Arkturus Grup Mesajı: Romantik İlişkiler

Sevgili Okuyucular, sizlere herkesin giderek derinleşen ruh yolculuğuyla ilgili bilgi sunmanın yanı sıra, umut ve cesaret vermeyi de niyet eden mesajımıza hoş geldiniz.

Her şey plana uygun ilerliyor. Asla İlahi Planın manipüle edilebileceği veya durdurulabileceği korkusuna kapılmayın çünkü sadece BİR güç var ve o güç üç boyutlu şartlanmış hareketlerden etkilenmez.

Bunlar muazzam değişim zamanları, dünyanın alışkın olduğu çoğu şey, önceki formuna geri dönmeyecek. Her şeyin bir defa daha tam eskisi gibi olmasını bekleyenler hayal kırıklığına uğrayacak. Yeryüzünde frekansı giderek yükselen Işığın varlığı ile Kolektif ruhani evrimleşme ilerledikçe, yeryüzündeki materyal ifadeler de bunu yansıtacak.

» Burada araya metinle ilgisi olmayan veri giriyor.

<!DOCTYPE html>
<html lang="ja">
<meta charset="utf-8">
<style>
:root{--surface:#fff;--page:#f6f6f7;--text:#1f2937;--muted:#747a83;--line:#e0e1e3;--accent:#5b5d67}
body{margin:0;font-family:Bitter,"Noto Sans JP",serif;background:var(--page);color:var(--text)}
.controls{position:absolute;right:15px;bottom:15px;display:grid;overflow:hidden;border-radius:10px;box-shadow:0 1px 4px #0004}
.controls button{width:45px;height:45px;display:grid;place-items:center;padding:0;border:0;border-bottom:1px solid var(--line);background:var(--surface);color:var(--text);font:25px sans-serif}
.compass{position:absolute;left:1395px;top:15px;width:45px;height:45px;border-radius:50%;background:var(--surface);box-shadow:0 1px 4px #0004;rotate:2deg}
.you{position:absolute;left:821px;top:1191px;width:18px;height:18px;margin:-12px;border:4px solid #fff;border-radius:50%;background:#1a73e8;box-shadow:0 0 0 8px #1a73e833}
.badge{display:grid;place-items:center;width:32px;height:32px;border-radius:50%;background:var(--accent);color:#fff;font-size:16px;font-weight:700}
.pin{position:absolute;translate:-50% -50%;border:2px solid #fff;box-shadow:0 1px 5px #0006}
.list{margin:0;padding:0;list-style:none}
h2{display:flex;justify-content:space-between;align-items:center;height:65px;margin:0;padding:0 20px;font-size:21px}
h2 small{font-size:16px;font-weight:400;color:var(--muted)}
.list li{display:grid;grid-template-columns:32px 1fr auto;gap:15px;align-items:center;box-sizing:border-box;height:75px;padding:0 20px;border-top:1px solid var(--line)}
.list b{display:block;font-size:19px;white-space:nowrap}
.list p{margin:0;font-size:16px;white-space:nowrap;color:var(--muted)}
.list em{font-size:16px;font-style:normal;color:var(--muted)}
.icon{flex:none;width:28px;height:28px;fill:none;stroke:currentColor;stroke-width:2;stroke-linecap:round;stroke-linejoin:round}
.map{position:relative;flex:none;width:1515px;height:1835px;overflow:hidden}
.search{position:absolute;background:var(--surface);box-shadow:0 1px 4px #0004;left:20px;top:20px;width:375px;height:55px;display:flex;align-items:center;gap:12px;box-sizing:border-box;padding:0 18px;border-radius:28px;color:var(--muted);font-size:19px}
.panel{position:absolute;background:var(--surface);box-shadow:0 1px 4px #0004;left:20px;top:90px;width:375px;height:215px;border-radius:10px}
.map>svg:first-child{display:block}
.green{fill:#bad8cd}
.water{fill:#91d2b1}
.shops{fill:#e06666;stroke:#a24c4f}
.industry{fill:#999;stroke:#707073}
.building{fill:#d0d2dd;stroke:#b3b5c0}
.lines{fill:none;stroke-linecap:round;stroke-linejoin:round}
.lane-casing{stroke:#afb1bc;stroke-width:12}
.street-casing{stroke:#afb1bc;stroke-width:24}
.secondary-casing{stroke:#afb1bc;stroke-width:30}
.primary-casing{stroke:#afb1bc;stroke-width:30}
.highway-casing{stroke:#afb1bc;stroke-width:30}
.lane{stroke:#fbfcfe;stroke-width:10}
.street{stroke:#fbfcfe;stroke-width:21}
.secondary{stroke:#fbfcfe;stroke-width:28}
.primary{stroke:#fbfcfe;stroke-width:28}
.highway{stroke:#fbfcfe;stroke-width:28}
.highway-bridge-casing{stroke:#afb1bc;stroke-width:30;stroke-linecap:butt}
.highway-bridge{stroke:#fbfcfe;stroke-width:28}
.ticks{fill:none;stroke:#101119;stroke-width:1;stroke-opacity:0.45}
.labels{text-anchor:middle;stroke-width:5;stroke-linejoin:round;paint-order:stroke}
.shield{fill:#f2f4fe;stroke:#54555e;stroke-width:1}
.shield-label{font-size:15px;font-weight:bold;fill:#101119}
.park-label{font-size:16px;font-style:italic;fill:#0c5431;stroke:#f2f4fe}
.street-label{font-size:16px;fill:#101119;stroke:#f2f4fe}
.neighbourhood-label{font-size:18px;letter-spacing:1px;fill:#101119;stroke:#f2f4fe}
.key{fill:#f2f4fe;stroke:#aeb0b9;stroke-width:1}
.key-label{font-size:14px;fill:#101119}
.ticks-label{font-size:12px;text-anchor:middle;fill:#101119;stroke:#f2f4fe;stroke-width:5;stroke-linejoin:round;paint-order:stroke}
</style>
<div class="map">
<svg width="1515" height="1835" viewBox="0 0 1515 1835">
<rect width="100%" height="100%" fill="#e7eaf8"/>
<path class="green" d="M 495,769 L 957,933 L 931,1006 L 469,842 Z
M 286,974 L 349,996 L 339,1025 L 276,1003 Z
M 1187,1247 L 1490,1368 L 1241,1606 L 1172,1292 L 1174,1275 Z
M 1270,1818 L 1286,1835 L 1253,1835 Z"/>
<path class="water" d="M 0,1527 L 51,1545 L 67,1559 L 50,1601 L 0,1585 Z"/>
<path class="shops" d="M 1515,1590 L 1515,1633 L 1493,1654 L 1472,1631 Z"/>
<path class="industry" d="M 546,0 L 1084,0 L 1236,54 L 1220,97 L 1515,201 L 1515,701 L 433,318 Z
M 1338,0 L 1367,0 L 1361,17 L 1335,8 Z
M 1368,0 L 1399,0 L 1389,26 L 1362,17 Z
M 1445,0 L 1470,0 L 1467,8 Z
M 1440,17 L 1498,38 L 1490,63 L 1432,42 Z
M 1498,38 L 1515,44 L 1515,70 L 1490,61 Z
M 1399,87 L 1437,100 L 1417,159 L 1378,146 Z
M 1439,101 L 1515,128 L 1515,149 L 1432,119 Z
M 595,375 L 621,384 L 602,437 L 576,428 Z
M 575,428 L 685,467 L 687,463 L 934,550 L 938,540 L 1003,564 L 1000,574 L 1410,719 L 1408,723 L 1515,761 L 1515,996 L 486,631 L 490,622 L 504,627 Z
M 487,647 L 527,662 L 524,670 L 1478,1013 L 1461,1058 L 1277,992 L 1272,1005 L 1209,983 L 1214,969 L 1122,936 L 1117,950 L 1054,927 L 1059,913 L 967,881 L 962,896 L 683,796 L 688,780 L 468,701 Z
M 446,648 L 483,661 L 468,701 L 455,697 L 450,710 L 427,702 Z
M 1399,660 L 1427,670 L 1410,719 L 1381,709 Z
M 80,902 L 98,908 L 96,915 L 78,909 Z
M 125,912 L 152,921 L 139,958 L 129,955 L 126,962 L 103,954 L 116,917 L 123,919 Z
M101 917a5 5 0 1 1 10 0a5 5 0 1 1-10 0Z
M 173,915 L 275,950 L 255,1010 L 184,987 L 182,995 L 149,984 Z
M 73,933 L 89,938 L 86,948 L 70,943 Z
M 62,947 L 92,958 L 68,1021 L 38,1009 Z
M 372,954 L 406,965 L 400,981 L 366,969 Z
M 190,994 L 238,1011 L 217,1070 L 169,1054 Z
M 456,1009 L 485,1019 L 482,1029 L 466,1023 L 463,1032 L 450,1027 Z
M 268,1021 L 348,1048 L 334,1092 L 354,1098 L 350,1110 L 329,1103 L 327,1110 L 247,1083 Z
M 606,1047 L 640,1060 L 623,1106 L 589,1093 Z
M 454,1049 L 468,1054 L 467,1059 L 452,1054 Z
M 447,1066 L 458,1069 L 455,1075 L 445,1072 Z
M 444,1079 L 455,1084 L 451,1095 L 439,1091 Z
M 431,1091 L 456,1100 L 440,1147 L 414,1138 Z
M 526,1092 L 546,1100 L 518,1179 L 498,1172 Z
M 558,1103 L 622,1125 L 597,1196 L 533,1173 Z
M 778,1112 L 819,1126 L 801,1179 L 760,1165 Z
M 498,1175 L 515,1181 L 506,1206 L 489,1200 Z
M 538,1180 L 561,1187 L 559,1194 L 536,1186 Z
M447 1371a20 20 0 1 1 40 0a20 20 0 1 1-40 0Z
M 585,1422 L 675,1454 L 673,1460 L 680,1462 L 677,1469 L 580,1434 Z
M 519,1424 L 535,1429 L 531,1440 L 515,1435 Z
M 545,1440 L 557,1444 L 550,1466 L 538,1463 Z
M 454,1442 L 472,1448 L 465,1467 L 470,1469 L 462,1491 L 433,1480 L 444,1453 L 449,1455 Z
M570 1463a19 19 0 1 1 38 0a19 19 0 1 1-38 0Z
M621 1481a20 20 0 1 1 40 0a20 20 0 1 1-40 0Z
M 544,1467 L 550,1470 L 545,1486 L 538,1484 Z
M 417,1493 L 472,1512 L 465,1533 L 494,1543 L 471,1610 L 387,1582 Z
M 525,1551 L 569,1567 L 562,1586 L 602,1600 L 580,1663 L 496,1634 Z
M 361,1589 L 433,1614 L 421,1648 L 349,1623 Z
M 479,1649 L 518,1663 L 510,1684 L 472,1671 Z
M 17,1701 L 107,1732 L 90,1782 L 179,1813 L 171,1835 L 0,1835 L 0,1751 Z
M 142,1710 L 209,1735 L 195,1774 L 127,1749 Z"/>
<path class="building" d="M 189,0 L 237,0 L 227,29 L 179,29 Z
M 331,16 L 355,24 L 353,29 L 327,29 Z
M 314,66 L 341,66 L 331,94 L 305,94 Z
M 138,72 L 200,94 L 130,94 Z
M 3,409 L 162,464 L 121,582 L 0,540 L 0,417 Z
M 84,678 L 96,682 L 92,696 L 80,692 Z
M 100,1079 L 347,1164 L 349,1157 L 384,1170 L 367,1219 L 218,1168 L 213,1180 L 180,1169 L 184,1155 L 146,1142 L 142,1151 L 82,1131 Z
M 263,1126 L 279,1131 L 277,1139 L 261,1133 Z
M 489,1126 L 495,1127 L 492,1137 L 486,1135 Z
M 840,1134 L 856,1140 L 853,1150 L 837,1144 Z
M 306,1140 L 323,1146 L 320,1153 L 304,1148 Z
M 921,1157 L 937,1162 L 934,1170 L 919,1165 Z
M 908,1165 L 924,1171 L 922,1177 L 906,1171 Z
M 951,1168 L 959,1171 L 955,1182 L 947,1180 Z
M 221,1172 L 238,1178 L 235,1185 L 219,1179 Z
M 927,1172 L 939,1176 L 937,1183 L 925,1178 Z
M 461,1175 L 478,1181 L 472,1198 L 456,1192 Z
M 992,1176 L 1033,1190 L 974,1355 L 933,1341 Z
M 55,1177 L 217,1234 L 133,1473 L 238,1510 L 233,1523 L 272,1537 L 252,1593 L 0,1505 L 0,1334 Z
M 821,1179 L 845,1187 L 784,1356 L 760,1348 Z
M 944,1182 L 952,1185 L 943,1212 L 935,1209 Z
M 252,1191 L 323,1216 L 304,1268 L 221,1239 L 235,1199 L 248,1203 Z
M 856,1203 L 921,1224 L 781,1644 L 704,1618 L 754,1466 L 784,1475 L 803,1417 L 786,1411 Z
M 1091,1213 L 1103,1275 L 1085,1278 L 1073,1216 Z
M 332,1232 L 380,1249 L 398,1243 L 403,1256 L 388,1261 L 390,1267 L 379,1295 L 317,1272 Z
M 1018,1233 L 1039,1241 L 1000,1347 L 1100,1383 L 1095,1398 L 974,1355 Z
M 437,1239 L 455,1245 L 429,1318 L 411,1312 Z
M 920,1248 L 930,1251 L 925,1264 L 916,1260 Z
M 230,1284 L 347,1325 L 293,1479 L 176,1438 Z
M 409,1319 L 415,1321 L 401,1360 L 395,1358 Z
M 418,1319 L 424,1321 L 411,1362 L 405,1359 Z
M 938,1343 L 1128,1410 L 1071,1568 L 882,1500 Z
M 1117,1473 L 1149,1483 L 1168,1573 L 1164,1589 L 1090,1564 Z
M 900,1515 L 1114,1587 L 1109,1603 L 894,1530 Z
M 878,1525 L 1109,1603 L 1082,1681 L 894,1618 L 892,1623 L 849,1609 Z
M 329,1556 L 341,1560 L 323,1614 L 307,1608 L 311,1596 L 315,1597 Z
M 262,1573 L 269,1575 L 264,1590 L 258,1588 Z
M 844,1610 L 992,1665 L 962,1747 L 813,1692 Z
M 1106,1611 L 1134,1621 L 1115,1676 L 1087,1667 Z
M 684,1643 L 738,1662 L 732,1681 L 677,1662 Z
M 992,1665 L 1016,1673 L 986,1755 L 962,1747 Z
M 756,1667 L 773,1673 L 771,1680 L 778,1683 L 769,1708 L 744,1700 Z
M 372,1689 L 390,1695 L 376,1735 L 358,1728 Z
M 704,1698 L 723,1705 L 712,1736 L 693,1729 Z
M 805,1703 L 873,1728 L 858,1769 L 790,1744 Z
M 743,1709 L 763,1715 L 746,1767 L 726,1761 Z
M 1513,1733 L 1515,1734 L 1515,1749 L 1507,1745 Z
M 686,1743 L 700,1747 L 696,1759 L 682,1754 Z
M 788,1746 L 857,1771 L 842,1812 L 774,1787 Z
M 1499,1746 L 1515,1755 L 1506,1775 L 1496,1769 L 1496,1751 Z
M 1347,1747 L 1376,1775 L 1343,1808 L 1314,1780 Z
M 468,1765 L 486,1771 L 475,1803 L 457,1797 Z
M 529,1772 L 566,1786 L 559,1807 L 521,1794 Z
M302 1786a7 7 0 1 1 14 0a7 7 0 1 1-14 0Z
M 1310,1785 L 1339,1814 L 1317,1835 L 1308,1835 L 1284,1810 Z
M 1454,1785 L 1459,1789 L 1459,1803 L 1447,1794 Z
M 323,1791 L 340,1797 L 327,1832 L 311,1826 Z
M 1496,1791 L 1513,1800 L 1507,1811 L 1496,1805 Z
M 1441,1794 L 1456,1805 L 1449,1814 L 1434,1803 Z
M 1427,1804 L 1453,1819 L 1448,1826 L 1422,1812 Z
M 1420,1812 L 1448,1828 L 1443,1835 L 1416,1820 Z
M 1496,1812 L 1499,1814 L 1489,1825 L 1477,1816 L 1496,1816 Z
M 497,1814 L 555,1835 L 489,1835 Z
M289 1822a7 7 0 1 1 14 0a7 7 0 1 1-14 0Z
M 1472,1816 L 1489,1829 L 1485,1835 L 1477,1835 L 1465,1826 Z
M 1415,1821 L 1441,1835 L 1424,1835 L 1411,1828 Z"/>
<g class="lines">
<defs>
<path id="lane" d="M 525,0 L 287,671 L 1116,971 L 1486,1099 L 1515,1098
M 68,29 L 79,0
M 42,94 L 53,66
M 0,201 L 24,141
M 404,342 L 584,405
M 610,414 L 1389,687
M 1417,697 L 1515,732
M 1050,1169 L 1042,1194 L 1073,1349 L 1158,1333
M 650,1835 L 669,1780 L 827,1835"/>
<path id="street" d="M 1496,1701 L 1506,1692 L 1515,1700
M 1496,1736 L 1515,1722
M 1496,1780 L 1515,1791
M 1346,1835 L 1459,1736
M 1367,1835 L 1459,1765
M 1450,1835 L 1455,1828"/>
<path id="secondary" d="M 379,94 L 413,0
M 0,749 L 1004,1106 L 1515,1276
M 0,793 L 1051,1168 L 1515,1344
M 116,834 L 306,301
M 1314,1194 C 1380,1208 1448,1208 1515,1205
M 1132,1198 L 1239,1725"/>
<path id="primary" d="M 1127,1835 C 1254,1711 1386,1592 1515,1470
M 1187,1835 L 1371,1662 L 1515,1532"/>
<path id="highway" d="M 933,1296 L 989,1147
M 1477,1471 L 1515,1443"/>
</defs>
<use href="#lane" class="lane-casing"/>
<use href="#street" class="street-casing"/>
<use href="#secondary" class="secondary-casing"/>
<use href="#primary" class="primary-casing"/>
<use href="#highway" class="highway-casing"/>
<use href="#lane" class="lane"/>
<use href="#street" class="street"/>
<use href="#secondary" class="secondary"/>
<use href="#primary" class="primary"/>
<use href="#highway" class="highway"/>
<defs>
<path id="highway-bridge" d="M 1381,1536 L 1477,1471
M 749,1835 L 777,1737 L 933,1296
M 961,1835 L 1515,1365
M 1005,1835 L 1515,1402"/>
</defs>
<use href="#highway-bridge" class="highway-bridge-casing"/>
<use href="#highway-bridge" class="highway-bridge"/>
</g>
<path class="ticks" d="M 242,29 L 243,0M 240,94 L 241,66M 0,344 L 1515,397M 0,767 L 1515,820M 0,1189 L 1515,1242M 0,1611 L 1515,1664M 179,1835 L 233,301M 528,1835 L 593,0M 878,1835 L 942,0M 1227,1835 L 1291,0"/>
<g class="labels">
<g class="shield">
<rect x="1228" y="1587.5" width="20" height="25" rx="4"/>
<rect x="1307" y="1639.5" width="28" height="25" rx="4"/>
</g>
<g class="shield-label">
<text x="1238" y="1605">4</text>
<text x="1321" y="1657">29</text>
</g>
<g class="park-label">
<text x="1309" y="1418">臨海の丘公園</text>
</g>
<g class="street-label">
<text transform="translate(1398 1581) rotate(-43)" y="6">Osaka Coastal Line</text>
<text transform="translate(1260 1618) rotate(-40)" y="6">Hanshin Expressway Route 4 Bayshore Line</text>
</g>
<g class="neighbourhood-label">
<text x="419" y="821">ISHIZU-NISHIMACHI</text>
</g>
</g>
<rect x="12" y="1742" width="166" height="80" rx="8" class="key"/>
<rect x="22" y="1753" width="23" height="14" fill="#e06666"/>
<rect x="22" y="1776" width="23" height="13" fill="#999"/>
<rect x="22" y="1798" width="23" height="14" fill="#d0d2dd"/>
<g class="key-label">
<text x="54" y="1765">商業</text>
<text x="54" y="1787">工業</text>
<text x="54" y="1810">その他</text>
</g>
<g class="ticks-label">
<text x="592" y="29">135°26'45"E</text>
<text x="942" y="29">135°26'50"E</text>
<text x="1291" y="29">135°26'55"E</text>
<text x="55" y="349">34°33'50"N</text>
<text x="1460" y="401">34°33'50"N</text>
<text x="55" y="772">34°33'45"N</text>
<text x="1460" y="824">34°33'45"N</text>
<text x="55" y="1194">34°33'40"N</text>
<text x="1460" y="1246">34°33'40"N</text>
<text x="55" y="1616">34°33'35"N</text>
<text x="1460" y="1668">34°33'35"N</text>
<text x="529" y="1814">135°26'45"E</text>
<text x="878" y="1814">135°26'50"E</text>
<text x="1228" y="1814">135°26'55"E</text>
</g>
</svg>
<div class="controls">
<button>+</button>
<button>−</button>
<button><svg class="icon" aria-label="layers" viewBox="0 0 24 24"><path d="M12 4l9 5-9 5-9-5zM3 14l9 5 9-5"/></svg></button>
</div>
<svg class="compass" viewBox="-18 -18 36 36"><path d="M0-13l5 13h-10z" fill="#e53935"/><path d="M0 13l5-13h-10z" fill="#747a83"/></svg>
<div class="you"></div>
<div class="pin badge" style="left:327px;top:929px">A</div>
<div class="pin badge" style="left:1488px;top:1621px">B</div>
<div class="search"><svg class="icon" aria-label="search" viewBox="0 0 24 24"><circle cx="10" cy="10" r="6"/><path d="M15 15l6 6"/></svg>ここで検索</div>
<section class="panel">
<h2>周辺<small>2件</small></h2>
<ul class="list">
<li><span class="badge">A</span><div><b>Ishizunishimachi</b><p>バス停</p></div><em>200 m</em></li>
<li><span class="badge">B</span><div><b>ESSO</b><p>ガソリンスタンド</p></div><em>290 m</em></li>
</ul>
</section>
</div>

Materyal/madde olarak gördüğünüz her şeyin gerçek özü aslında ruhanidir. Ancak bu ruhani gerçeklik üçüncü boyutun yoğun enerjileri içinde materyal olarak görünür. Nasıl tercüme edildiği ise, bunu yapan bireysel ve kolektif bilince bağlıdır ki, bu da bu zamanda hızla değişmektedir.

Şimdiye kadar bildiğiniz hukuk, tıp, din, vs. alanlarındaki fikirler, icatlar ve uygulamaların temeli zıtlık ve ayrılık inançlarında yatmaktadır. İnsanlar bu şeyleri yeni ve daha yüksek seviyelerden görmeye başladıkça, pek çoğunun temelleri ufalanıp yıkılmaya başlayacak. Ancak, bunların hepsinin altında yatan fikirler ruhani olduğu için, gerçek özleri tam ve bütün kalır, sadece eski şekil değişir. Yeryüzünün evrimleşmekte olan farkındalığını yansıtan yeni ve daha yüksek formlar çok yakında yaratıma girecektir.

Pek çok fikrin yüksek formları yeryüzüne çok uzun zaman önce verilmiştir. Ancak insanlığı kontrol altında tutmayı isteyenler tarafından çoğunluktan gizli tutulmuş ve engellenmiştir. Özgür enerji gibi fikirler evrensel olarak bilindiğinde, herkes için hayat çok daha kolay olacaktır.

Bir defa daha sevgi hakkında konuşmak istiyoruz. Şimdiye kadar sıklıkla BİRin içinde varolan bireylerin arasındaki bağlayıcı enerji olan sevginin mutlak gerçeğinden bahsetmiş olsak da, üçüncü boyutta en çok yorumlanan haliyle sevgi hakkında konuşmadık. Pek çokları sevginin gerçekliğini gündelik hayata nasıl aktaracağı konusunda sıkıntı çekiyor, özellikle de ilişkilerine. 

Üç boyutlu bilinç halinden çıkış yolculuğunda herkesin karşılaştığı üç büyük hızlandırıcı vardır. Bunlar: 1. İlişkiler, 2. Para, 3. Güç.

Çoğunluk herkesin hayatını ve bireysel seçim yapmalarını yöneten gücü temsil ettiği pek çok hayat yaşamıştır. Bundan dolayı, hayatın bu üç yüzü çoğunluğun bilincinde sağlamca kök salmıştır.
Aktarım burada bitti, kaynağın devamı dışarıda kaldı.